┌──

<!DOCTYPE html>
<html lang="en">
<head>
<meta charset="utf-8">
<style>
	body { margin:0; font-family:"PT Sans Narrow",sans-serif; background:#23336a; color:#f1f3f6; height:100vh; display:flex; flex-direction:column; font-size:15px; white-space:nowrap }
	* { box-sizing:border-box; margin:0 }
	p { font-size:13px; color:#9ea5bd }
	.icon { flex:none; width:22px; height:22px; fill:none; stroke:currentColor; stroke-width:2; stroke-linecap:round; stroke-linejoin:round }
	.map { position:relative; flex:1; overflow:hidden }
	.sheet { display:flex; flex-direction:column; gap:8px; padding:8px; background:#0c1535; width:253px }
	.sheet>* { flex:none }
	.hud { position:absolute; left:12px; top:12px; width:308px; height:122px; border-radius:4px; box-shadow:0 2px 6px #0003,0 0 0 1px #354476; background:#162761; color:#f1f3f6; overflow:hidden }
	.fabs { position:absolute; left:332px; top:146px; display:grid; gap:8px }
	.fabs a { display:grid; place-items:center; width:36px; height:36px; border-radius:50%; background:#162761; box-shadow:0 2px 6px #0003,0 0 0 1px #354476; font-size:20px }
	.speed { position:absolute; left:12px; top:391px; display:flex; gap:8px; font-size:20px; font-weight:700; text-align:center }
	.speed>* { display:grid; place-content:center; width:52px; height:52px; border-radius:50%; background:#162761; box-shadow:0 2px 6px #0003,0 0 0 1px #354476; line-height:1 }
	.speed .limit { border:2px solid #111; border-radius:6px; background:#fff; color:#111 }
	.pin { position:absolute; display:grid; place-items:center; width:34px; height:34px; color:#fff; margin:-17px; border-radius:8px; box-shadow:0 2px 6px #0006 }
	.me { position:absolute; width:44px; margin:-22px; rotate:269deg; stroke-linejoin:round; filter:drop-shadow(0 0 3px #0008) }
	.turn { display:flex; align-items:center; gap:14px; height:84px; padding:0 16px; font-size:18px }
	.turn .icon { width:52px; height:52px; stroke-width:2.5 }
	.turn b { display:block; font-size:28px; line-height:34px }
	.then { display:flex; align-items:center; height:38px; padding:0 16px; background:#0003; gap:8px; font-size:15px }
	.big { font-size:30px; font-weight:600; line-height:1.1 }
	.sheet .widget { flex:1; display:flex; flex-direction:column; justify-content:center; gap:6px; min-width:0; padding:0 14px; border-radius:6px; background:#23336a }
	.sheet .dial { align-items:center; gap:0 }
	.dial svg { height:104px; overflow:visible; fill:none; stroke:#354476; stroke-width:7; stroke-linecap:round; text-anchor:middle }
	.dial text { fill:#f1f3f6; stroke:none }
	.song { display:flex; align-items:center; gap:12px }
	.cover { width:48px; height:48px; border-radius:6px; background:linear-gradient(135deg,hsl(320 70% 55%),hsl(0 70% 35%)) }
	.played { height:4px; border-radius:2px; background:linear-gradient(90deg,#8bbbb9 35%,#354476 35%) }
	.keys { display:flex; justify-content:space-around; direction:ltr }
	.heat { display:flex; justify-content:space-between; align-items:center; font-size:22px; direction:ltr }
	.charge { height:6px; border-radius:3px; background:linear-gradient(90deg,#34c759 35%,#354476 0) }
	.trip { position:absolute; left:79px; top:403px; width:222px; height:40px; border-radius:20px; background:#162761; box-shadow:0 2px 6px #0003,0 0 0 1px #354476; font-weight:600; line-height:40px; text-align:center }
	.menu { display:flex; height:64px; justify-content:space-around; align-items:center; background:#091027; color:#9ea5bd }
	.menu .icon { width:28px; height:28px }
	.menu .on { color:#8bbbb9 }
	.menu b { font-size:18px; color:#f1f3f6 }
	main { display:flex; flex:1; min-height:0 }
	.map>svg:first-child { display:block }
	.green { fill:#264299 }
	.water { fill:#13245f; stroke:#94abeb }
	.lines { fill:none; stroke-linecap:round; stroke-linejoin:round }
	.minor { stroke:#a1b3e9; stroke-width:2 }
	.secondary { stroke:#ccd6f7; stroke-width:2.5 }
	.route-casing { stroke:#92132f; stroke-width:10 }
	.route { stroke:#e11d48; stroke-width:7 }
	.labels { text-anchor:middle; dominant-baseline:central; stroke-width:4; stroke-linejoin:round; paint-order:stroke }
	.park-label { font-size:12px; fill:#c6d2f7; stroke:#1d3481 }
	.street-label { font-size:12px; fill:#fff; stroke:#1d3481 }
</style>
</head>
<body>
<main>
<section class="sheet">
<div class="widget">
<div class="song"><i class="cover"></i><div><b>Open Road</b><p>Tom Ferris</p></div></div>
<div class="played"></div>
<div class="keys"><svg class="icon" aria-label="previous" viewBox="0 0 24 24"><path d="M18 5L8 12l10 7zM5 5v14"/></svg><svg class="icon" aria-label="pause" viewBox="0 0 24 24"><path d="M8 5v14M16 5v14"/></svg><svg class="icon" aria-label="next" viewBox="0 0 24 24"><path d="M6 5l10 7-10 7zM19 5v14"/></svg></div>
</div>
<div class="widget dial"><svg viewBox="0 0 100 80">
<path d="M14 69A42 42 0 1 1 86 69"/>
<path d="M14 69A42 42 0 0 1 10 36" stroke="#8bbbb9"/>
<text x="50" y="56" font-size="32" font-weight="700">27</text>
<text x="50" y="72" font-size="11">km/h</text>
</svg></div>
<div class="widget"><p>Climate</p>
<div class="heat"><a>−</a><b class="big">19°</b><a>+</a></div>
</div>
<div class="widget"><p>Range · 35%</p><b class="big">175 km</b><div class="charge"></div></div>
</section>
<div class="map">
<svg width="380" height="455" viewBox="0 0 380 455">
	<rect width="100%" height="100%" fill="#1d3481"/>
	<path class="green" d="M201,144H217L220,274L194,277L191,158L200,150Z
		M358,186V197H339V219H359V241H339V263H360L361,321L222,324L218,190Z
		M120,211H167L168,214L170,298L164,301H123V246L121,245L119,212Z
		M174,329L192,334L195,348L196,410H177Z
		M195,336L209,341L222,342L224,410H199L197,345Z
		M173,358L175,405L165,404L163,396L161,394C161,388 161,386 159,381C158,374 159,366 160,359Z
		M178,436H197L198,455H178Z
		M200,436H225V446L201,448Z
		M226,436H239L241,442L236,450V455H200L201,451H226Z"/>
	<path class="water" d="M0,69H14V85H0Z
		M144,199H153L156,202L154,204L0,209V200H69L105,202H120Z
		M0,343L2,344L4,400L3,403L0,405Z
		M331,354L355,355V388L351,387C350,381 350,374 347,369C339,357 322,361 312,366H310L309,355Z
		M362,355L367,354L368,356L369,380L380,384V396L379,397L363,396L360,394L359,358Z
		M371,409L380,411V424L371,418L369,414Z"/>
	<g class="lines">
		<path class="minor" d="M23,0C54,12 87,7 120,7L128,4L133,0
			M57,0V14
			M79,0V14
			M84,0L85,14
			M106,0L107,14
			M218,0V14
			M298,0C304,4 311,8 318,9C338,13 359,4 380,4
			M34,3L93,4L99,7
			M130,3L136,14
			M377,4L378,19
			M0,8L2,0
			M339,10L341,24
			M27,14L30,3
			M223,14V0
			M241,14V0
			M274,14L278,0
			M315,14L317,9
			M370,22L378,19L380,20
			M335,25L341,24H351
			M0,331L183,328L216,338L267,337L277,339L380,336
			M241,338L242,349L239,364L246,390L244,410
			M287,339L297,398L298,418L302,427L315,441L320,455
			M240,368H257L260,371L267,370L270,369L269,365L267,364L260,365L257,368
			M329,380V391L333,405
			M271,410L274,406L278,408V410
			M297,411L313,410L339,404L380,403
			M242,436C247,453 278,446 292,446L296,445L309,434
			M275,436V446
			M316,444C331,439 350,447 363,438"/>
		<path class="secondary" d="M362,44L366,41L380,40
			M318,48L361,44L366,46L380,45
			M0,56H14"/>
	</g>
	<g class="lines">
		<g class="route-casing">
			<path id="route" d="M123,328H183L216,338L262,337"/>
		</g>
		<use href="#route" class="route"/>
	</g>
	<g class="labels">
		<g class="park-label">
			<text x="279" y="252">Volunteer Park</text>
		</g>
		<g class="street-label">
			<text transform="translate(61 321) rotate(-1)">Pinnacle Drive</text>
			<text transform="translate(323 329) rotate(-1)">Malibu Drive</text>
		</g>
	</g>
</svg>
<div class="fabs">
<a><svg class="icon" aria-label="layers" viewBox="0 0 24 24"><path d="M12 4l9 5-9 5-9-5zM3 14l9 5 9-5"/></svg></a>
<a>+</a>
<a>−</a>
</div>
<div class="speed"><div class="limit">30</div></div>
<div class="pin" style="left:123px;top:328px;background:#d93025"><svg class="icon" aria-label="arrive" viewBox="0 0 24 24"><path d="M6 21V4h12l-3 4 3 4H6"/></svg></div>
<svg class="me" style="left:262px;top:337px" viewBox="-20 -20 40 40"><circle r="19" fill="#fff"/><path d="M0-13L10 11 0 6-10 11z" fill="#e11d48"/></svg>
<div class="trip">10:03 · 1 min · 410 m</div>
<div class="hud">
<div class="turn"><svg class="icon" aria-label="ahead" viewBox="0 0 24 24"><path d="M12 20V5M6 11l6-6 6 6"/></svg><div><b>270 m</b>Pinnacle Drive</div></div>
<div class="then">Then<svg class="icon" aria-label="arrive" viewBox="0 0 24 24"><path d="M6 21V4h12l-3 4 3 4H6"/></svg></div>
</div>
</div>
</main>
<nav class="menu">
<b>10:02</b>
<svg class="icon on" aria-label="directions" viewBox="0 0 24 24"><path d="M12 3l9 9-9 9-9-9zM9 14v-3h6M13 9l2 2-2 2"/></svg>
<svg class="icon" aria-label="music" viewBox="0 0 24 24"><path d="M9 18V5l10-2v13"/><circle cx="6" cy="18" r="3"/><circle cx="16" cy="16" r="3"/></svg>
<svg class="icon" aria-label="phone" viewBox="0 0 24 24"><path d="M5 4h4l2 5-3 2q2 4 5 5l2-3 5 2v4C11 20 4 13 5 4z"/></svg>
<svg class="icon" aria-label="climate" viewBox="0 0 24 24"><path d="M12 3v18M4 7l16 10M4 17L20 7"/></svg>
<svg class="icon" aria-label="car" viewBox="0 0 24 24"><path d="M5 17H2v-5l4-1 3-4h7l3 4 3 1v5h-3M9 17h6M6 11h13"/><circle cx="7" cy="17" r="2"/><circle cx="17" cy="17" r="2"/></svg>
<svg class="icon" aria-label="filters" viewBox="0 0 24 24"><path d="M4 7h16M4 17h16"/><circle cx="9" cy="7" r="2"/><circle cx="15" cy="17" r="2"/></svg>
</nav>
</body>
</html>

└──

Task requirements:
Transcribe exactly, and only, the lines from the one bearing "20V5M6 11l6-6 6" through the last line of the entries, counting both.

Output:
<div class="turn"><svg class="icon" aria-label="ahead" viewBox="0 0 24 24"><path d="M12 20V5M6 11l6-6 6 6"/></svg><div><b>270 m</b>Pinnacle Drive</div></div>
<div class="then">Then<svg class="icon" aria-label="arrive" viewBox="0 0 24 24"><path d="M6 21V4h12l-3 4 3 4H6"/></svg></div>
</div>
</div>
</main>
<nav class="menu">
<b>10:02</b>
<svg class="icon on" aria-label="directions" viewBox="0 0 24 24"><path d="M12 3l9 9-9 9-9-9zM9 14v-3h6M13 9l2 2-2 2"/></svg>
<svg class="icon" aria-label="music" viewBox="0 0 24 24"><path d="M9 18V5l10-2v13"/><circle cx="6" cy="18" r="3"/><circle cx="16" cy="16" r="3"/></svg>
<svg class="icon" aria-label="phone" viewBox="0 0 24 24"><path d="M5 4h4l2 5-3 2q2 4 5 5l2-3 5 2v4C11 20 4 13 5 4z"/></svg>
<svg class="icon" aria-label="climate" viewBox="0 0 24 24"><path d="M12 3v18M4 7l16 10M4 17L20 7"/></svg>
<svg class="icon" aria-label="car" viewBox="0 0 24 24"><path d="M5 17H2v-5l4-1 3-4h7l3 4 3 1v5h-3M9 17h6M6 11h13"/><circle cx="7" cy="17" r="2"/><circle cx="17" cy="17" r="2"/></svg>
<svg class="icon" aria-label="filters" viewBox="0 0 24 24"><path d="M4 7h16M4 17h16"/><circle cx="9" cy="7" r="2"/><circle cx="15" cy="17" r="2"/></svg>
</nav>
</body>
</html>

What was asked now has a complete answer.